◆ MATERIAL SHOWN ◆
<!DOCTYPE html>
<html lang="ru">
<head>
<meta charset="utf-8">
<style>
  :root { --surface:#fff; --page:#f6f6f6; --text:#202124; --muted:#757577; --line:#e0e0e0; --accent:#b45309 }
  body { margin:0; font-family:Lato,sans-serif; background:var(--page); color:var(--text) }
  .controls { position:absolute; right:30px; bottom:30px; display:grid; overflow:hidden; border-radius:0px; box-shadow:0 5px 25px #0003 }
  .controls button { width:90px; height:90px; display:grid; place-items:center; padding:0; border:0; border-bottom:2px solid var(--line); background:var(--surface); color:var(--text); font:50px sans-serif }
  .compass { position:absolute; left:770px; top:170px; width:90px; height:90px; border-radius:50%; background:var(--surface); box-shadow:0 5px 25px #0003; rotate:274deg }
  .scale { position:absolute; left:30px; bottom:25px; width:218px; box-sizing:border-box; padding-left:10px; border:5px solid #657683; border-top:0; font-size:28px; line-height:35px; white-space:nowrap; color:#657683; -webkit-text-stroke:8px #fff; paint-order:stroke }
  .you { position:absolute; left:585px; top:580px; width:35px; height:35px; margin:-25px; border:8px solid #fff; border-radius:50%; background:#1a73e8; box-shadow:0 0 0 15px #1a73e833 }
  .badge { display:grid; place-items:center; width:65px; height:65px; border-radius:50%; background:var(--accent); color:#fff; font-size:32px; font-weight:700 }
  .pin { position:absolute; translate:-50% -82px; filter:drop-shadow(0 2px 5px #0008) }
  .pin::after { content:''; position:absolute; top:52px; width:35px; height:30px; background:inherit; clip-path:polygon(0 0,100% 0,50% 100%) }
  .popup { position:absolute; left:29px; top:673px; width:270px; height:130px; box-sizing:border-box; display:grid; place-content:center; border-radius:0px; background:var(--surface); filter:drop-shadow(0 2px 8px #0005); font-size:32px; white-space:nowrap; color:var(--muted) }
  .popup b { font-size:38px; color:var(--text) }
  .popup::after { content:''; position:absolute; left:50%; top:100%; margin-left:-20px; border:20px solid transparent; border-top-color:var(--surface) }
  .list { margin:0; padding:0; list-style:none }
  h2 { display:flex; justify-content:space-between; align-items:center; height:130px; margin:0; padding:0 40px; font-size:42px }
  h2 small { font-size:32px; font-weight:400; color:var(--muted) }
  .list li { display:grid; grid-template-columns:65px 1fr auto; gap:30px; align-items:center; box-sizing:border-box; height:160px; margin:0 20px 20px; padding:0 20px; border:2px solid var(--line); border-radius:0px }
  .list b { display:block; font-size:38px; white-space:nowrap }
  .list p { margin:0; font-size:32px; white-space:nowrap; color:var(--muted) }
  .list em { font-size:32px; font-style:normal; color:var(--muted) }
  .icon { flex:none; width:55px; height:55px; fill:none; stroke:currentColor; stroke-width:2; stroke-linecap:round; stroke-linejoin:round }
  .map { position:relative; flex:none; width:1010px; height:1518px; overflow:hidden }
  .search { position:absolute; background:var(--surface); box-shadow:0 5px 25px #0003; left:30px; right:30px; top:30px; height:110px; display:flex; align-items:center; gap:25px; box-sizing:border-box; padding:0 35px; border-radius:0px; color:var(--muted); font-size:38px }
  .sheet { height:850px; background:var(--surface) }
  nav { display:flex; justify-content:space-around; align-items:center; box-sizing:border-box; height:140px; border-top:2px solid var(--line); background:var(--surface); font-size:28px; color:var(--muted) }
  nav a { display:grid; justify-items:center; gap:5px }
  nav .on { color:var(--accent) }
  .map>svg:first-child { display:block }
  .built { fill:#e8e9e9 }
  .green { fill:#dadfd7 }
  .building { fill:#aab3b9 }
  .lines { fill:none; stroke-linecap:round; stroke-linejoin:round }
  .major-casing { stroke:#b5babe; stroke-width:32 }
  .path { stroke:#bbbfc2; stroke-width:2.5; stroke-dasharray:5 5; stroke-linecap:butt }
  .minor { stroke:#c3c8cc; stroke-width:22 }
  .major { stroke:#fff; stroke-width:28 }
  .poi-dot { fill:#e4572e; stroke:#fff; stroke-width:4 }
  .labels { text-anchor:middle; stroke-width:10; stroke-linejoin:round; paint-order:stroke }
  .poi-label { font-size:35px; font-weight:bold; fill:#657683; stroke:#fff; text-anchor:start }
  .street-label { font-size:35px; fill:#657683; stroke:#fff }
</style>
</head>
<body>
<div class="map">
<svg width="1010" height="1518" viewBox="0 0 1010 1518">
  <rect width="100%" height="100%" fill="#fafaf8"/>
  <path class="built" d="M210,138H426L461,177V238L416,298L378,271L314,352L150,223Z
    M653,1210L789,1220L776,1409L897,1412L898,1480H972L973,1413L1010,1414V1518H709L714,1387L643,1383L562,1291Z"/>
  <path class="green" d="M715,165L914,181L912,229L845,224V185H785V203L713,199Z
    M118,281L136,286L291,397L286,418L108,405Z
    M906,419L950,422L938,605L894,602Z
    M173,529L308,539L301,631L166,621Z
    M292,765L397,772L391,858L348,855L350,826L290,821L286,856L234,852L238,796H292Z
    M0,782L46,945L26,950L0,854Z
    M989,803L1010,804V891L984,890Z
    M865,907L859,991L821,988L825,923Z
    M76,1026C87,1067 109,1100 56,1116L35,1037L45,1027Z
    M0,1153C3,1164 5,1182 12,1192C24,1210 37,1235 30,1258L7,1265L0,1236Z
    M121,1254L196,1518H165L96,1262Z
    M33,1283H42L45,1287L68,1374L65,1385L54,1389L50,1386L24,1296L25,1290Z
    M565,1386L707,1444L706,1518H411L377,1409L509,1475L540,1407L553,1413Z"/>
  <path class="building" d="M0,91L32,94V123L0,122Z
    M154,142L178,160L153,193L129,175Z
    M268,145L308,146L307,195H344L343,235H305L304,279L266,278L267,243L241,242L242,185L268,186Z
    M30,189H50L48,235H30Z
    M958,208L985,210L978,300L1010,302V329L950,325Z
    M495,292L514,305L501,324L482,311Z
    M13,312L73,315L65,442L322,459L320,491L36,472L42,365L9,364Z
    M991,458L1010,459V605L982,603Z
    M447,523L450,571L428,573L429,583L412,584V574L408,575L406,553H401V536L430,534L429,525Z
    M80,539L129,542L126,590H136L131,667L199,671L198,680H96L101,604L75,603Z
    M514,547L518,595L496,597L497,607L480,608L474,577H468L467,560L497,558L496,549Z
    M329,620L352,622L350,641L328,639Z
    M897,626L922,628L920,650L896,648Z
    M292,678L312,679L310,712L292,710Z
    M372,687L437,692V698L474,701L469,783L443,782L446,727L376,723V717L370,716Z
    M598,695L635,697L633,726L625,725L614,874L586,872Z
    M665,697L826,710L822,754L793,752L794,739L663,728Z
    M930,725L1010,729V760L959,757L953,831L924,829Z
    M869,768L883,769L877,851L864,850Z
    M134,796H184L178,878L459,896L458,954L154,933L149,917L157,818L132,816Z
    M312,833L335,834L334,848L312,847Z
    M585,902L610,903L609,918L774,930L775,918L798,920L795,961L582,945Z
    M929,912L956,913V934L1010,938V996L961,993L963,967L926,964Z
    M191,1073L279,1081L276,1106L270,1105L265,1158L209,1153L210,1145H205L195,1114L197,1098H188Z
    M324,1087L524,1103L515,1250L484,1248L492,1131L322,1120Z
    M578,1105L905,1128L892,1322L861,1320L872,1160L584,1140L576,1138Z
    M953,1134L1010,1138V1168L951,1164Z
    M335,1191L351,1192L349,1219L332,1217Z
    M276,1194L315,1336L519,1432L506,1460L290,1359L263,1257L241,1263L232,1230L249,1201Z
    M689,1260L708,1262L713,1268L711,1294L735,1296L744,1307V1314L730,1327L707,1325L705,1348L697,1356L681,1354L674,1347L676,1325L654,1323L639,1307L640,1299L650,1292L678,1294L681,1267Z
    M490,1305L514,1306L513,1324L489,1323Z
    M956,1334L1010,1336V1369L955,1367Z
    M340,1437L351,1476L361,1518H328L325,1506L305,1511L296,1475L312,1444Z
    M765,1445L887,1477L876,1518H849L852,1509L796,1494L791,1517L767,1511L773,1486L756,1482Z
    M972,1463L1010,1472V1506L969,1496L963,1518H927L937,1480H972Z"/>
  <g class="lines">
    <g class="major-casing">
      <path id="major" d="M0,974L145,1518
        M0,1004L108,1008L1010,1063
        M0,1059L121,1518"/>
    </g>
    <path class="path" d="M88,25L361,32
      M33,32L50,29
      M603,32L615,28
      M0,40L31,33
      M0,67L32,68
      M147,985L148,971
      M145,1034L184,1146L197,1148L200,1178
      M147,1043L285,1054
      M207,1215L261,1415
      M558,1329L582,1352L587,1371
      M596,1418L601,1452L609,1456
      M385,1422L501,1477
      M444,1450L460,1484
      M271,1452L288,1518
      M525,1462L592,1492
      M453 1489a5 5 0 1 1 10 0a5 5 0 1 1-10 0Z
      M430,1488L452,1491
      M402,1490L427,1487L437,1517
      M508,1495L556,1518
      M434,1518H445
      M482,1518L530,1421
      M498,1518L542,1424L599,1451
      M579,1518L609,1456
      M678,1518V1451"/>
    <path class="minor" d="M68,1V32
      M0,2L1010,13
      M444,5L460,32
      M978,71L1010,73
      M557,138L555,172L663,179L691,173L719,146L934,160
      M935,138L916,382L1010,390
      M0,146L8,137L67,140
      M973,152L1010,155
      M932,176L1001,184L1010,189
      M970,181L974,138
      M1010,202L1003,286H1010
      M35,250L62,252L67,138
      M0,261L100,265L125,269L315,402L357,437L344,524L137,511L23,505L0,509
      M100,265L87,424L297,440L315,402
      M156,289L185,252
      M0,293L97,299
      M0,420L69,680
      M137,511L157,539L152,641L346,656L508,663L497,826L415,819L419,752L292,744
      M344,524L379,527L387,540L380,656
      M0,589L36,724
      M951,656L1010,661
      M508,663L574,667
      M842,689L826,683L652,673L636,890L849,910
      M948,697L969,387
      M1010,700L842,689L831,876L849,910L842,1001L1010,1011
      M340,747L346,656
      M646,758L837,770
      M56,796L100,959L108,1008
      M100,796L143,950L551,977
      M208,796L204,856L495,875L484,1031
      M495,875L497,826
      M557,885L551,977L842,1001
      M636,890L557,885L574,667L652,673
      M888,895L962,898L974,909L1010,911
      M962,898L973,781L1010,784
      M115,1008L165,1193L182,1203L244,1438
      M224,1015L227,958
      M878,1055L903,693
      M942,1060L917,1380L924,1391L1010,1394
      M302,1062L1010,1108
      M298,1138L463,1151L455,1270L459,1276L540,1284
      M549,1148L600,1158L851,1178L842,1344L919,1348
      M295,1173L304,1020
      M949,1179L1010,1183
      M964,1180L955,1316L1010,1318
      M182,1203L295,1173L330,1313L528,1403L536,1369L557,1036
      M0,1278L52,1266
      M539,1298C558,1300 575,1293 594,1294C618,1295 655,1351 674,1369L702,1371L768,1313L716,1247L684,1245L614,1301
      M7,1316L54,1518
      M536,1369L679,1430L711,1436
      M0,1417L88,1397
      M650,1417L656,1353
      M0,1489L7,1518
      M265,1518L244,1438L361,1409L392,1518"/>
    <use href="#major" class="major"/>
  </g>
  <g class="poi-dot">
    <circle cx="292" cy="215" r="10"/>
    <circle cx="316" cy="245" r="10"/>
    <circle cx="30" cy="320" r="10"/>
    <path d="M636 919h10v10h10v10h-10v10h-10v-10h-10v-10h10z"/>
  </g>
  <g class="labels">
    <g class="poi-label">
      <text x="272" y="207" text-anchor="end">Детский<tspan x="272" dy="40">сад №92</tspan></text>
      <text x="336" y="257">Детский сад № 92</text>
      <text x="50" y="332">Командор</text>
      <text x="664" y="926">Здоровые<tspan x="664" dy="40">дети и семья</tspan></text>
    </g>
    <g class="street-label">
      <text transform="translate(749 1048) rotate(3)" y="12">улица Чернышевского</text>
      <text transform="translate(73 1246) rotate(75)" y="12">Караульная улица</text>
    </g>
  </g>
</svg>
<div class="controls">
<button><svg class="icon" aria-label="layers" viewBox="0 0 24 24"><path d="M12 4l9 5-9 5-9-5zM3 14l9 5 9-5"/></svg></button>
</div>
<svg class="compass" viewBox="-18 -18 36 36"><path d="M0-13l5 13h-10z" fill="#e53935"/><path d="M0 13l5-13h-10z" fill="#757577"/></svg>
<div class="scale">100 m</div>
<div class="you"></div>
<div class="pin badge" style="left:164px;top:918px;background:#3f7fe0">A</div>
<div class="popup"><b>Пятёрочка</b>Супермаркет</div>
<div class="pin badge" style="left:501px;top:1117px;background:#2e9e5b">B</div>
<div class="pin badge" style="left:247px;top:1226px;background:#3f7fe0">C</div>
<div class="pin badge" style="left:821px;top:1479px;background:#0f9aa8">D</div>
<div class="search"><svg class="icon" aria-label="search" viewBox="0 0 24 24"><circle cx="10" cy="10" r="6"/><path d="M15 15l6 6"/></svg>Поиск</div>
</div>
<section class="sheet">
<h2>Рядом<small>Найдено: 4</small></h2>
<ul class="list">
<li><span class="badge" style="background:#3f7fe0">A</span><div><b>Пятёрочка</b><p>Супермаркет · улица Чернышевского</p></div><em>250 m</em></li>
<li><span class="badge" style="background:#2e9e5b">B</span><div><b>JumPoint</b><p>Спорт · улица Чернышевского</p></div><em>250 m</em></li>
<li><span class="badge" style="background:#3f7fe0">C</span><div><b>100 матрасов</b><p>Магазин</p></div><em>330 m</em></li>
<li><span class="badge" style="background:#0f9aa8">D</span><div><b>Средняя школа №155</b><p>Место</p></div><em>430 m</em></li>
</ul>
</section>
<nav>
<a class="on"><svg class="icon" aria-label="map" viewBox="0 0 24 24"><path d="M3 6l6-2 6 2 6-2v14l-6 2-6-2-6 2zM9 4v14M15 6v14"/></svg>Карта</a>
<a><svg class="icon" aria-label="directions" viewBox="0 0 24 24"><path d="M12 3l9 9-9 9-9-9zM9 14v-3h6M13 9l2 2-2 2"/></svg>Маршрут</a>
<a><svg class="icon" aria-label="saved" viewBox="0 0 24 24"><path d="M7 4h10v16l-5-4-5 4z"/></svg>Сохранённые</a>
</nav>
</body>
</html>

◆ EXERCISE REQUIREMENTS ◆
Each line from the top of the records through the one with "position:absolute; left:585px; top:580px;" should be returned exactly. Leave out everything else.

◆ WRITTEN ANSWER ◆
<!DOCTYPE html>
<html lang="ru">
<head>
<meta charset="utf-8">
<style>
  :root { --surface:#fff; --page:#f6f6f6; --text:#202124; --muted:#757577; --line:#e0e0e0; --accent:#b45309 }
  body { margin:0; font-family:Lato,sans-serif; background:var(--page); color:var(--text) }
  .controls { position:absolute; right:30px; bottom:30px; display:grid; overflow:hidden; border-radius:0px; box-shadow:0 5px 25px #0003 }
  .controls button { width:90px; height:90px; display:grid; place-items:center; padding:0; border:0; border-bottom:2px solid var(--line); background:var(--surface); color:var(--text); font:50px sans-serif }
  .compass { position:absolute; left:770px; top:170px; width:90px; height:90px; border-radius:50%; background:var(--surface); box-shadow:0 5px 25px #0003; rotate:274deg }
  .scale { position:absolute; left:30px; bottom:25px; width:218px; box-sizing:border-box; padding-left:10px; border:5px solid #657683; border-top:0; font-size:28px; line-height:35px; white-space:nowrap; color:#657683; -webkit-text-stroke:8px #fff; paint-order:stroke }
  .you { position:absolute; left:585px; top:580px; width:35px; height:35px; margin:-25px; border:8px solid #fff; border-radius:50%; background:#1a73e8; box-shadow:0 0 0 15px #1a73e833 }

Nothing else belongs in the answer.